**Task statement:**
Below are some records; copy each line in them that contains "Mihail".

>>

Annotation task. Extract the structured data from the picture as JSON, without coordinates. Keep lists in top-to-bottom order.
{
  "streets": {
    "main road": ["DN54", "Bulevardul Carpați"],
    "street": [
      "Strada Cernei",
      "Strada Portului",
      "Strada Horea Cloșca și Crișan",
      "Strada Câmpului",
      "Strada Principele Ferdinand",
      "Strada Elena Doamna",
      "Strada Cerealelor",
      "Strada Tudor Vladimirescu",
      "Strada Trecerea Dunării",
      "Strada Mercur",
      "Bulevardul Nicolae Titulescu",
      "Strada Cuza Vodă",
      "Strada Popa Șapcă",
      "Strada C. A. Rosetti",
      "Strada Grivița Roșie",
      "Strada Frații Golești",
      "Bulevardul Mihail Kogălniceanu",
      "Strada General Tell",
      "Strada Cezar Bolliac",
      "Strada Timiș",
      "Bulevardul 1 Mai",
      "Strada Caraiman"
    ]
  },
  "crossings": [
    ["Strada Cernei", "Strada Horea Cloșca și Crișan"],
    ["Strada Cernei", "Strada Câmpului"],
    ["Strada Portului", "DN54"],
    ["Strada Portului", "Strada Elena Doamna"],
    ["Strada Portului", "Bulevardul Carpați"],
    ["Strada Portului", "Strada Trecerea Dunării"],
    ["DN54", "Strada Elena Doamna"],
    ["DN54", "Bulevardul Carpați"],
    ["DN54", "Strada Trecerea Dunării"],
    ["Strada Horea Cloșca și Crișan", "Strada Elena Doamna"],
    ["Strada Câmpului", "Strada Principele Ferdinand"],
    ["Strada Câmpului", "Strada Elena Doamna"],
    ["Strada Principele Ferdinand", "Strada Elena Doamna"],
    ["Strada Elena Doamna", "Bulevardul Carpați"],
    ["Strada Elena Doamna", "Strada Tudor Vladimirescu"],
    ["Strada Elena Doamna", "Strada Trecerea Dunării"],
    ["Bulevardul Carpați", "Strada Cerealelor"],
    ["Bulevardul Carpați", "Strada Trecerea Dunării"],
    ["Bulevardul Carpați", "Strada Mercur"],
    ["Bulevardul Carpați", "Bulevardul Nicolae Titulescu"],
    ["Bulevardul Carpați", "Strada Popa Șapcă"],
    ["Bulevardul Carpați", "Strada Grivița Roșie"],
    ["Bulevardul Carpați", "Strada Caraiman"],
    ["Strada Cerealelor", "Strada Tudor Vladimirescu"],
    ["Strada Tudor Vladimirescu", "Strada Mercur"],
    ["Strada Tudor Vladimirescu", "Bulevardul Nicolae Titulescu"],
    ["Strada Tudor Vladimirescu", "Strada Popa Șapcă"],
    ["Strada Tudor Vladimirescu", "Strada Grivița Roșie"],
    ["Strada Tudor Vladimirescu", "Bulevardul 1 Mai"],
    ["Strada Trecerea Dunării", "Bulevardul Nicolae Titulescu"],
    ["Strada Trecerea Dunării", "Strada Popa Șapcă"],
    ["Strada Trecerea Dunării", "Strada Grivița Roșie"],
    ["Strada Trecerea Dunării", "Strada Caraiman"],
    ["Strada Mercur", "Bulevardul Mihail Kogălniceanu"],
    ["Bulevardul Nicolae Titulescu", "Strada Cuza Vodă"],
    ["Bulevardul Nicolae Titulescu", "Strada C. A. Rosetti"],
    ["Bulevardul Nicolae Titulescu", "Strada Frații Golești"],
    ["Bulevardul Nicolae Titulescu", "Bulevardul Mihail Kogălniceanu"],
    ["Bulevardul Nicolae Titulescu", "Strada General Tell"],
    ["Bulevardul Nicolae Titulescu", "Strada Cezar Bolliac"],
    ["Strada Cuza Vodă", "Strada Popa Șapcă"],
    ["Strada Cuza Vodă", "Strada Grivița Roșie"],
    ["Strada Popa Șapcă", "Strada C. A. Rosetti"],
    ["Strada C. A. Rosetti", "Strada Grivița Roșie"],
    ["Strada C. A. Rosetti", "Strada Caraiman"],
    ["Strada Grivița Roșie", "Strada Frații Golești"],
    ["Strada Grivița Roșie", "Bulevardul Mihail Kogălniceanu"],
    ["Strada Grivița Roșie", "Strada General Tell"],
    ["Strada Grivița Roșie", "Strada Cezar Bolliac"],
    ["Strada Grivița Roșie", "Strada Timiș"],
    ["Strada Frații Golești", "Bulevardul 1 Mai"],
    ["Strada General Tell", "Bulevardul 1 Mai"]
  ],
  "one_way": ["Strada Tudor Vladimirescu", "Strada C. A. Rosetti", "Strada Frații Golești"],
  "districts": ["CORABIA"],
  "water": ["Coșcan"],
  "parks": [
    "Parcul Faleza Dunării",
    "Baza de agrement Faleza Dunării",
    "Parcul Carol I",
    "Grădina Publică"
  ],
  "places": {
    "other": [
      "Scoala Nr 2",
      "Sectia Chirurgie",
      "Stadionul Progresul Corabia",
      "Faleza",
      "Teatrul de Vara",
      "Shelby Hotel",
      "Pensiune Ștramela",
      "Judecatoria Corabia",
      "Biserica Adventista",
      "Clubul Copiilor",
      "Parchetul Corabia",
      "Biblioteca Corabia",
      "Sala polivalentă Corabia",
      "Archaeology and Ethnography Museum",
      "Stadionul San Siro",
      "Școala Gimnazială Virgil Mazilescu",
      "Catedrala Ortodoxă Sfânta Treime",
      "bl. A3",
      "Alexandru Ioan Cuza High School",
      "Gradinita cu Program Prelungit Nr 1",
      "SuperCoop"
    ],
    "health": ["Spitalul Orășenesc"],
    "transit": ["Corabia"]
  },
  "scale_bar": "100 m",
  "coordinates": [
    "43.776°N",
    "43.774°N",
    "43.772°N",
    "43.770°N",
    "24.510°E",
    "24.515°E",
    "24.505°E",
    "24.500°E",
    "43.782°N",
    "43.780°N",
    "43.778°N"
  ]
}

<<

**Task solution:**
      "Bulevardul Mihail Kogălniceanu",
    ["Strada Mercur", "Bulevardul Mihail Kogălniceanu"],
    ["Bulevardul Nicolae Titulescu", "Bulevardul Mihail Kogălniceanu"],
    ["Strada Grivița Roșie", "Bulevardul Mihail Kogălniceanu"],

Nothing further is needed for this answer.